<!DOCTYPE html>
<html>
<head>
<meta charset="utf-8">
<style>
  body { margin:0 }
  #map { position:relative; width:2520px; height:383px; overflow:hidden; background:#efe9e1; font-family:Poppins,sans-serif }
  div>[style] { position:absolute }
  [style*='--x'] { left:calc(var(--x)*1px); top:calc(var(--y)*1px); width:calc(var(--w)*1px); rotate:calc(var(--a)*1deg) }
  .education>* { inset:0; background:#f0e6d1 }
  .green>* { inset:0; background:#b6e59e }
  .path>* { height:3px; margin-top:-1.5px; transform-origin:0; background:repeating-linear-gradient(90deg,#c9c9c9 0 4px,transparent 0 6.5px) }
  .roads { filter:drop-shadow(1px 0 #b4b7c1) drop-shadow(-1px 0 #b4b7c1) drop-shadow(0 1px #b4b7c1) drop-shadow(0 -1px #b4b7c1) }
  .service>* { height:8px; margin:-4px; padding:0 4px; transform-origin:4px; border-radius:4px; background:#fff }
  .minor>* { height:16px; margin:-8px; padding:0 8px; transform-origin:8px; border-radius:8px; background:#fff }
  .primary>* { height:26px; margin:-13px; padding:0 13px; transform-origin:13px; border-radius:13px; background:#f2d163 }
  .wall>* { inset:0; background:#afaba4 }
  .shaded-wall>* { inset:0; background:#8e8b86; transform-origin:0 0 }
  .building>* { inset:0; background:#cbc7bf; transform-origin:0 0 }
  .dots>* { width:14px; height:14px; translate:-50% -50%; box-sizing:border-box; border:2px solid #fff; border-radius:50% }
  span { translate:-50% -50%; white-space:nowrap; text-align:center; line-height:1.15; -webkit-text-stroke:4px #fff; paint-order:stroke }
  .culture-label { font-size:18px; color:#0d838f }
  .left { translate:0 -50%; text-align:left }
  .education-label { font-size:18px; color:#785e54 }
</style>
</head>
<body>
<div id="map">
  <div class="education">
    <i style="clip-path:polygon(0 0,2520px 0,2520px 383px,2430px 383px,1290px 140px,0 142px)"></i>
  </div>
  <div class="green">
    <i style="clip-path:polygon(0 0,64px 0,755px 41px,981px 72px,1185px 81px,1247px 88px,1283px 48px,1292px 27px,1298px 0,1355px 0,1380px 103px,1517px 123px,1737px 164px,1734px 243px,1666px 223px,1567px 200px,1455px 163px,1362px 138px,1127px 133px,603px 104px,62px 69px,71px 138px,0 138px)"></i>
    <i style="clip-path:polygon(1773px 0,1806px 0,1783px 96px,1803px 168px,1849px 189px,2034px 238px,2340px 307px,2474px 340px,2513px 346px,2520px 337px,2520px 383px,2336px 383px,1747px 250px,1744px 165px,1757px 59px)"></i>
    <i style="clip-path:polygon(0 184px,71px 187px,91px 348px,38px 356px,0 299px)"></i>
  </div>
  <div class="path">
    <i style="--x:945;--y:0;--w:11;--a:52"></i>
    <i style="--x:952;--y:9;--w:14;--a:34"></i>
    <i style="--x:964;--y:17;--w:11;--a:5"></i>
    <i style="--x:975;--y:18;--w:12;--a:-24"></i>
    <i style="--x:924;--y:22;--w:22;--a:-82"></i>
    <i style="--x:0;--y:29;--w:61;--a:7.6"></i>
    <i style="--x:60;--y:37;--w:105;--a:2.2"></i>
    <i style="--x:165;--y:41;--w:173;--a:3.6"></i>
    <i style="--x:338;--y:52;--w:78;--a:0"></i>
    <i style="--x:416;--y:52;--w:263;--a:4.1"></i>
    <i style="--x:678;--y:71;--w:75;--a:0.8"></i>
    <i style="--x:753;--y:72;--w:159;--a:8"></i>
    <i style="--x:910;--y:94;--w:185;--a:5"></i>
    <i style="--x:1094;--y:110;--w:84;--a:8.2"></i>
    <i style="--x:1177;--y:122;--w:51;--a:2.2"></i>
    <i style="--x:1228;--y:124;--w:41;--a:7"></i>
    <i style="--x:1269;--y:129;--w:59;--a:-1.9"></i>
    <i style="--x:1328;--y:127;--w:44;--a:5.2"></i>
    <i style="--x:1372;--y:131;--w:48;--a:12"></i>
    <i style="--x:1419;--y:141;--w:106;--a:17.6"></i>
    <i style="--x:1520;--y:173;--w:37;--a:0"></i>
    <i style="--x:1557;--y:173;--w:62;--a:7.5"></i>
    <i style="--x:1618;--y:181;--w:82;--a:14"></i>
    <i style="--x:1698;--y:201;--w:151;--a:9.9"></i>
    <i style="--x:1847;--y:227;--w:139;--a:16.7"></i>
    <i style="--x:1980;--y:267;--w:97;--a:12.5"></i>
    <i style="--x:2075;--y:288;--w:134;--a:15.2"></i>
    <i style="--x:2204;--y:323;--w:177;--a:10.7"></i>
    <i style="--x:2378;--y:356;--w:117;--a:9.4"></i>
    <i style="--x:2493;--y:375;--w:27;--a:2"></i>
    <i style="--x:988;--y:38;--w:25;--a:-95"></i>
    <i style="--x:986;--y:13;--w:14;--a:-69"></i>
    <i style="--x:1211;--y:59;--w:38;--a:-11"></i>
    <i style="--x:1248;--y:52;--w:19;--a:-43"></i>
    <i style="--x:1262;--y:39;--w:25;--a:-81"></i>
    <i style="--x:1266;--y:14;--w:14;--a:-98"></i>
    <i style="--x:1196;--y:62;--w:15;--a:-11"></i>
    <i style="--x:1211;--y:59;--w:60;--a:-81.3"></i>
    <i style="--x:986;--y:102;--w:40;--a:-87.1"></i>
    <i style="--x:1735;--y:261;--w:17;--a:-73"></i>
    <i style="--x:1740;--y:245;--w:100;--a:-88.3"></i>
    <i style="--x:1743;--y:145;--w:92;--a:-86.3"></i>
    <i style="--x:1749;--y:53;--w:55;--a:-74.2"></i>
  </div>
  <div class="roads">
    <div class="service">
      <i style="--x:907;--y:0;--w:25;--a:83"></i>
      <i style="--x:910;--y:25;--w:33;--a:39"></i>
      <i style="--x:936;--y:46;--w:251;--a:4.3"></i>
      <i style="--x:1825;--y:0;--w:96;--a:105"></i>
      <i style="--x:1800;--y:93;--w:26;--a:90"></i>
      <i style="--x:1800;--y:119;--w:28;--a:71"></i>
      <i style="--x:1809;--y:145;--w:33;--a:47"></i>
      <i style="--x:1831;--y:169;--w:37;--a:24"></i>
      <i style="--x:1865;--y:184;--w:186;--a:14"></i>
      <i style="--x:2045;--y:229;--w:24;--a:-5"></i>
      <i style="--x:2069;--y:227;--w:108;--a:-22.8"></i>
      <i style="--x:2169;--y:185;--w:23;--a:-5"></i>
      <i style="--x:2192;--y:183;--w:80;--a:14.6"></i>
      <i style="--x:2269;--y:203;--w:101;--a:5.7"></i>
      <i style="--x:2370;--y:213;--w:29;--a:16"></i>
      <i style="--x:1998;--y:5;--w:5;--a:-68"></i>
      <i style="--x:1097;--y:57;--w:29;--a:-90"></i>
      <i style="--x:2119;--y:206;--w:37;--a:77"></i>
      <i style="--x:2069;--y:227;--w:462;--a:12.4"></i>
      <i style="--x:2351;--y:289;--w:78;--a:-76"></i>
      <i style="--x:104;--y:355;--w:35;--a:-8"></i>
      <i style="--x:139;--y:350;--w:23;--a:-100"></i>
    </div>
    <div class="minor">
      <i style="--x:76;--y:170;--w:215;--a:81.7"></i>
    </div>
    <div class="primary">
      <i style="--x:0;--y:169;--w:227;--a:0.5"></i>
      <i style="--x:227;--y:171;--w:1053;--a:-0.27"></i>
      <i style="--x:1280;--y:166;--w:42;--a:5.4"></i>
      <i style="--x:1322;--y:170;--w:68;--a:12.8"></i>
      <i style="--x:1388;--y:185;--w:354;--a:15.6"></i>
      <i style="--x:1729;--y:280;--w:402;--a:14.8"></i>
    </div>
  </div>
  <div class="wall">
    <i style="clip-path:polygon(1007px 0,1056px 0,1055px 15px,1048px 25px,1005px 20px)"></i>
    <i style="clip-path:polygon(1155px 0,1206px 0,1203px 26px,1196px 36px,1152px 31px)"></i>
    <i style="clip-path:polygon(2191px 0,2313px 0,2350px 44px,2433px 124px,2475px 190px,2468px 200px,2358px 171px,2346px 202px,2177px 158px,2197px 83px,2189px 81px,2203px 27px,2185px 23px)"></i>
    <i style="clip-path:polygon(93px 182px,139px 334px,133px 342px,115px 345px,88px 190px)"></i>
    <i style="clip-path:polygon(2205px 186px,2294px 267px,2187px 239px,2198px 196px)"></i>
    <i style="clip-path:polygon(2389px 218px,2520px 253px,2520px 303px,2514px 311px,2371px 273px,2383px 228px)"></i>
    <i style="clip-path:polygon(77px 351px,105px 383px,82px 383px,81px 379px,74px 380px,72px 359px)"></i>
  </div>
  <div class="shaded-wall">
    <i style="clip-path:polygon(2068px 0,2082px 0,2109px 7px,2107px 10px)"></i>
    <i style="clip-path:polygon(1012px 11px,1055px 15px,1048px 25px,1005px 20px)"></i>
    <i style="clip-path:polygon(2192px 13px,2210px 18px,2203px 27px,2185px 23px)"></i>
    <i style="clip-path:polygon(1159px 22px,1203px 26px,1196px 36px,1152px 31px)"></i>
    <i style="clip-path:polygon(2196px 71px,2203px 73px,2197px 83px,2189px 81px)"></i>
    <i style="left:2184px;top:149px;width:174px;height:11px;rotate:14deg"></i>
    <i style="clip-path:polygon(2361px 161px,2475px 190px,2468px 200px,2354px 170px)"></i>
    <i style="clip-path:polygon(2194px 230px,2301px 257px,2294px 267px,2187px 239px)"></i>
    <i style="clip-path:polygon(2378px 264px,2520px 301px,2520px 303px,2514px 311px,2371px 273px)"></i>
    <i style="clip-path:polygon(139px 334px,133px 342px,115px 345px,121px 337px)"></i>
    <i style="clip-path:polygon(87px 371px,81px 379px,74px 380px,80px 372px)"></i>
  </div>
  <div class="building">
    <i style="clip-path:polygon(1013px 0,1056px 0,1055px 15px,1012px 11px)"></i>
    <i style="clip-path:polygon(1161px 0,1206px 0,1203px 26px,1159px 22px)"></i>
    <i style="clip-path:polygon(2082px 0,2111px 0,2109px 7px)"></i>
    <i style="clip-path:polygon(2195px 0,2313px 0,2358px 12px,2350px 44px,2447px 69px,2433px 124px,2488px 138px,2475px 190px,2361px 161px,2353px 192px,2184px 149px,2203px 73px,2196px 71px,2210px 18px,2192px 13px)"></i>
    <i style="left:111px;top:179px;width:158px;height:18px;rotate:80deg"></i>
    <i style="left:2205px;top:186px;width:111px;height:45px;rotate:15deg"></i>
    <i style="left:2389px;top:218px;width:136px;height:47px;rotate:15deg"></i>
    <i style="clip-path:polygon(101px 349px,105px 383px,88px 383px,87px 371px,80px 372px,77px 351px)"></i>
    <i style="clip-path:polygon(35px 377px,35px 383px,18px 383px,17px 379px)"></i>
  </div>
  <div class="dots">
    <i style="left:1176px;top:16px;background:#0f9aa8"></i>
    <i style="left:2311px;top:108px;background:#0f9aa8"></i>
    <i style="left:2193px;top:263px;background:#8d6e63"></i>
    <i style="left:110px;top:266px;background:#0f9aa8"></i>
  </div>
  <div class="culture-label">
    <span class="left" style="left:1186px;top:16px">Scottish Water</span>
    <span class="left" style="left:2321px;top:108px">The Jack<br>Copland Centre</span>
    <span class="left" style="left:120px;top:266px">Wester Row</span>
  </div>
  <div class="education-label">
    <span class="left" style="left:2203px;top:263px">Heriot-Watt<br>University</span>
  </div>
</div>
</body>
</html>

------------------------------------------------

◆ **EXERCISE DIRECTIONS**
Each line in the listing where the word "roads" is found is to be copied.

◆ **EXERCISE SOLUTION**
  .roads { filter:drop-shadow(1px 0 #b4b7c1) drop-shadow(-1px 0 #b4b7c1) drop-shadow(0 1px #b4b7c1) drop-shadow(0 -1px #b4b7c1) }
  <div class="roads">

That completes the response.